ART. V.-LIFE AND WRITINGS OF SIR WILLIAM

BLACKSTONE.

It is worthy of observation, that in proportion to the space which they occupy in the public eye whilst living, few persons leave behind them more scanty marks of their progress than lawyers whose pursuits and character have been purely professional. Posterity knows little of their career at the bar, unless they happen to possess literary qualifications, or other incidental means of distinction, or attain pre-eminently elevated rank as advocates or judges. Their usefulness, considered in the light of legal counsel only, lies within the narrow circle of the courts of justice. They expend, upon a technical argument of a law question that takes up a page, perhaps, in a blackletter book of reports, or which never reaches the press at all, a degree of industry, learning, talent, and intellectual vigor, which would earn them a cheap immortality, if exerted in the senate or in the walks of popular literature. It should be remembered that, of the juridical writers whose compilations fill our shelves, not all, nor the greater number, were in their day the most conspicuous members of their profession. A portion of them, it is true, like Sir Edward Coke, Sir Francis Bacon, Sir Matthew Hale, whose works stand among the highest of our legal classics, retain a reputation at the present time commensurate with their professional importance among their cotemporaries. But these are the few, not the many; they constitute the exception, not the rule. A decided taste for, and successful cultivation of, letters; a long continued career of usefulness in a public station of a mixed judicial and political nature; the possession of popular talents devoted to active exercise in parliament;-these, and other causes which will readily suggest themselves to the reflecting mind, are sufficient to account for the existence of all such departures from the general principle.

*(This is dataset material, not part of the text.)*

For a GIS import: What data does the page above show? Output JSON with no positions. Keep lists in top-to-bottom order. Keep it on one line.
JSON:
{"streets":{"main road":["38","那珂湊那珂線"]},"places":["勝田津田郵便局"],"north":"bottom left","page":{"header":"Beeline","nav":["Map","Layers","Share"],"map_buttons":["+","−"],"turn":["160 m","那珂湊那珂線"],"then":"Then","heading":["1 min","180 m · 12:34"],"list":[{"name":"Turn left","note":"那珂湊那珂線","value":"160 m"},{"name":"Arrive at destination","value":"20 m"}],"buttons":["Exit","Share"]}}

Take any single period, for example, in the juridical history of England, and search for the memorials of those who were the pride of Westminster Hall, the leading counsel in every cause of difficulty or magnitude, not the acute and laborious special pleaders merely, but the eloquent barristers of the times, applauded by the listening throng, and called upon

continually for intellectual efforts of the most arduous and honorable character, yet as evanescent as the transitory hours that witnessed their exhibition. The period when Mansfield adjudicated, and Blackstone wrote,-certainly one of the most brilliant in our history,-is german to the matter. Open at random in Burrow, or any other of the cotemporary reporters, and hardly a case occurs in the King's Bench but Sir Fletcher Norton, or Mr. Wallace, or Mr. Morton spoke to it as counsel. Of their associates in practice many rose to the prominent judicial offices, which they declined; but of Yates, Aston, Eyre, De Grey, Gould,-nay, of Dunning, Wedderburne, Bathurst, the unfortunate Charles Yorke, and Serjeant Hill, the most learned lawyer of his age, as of Norton, Wallace, and Morton,-how few are the traces which survive, and how narrow the field of their fame. A brief abstract of the most admirable and the most admired forensic address graces a page or a paragraph in the reports. There is nothing to show for the eloquence of the orator and the genius of the lawyer, but the meagre abridgment of some pains-taking collector of legal cases, where the arguments of counsel are after all of but secondary consequence, and where indeed all the wisdom of the judge commends itself to the notice of a single profession alone. Yet these are the great lawyers who shed a lustre over the court in which the greater Lord Mansfield was proud to preside. Probably as a lawyer, certainly as an advocate and practising counsellor, Sir William Blackstone was inferior to all these; and but for the display of other qualities, of talents as an elegant, correct, and instructive writer, his reputation would be confined to the same restricted limits. Indeed his high standing at the bar and his judicial preferment were the consequence of the talent and erudition displayed in academical pursuits, his Commentaries, the foundation of his fortune, being simply the substance of lectures delivered in the University of Oxford.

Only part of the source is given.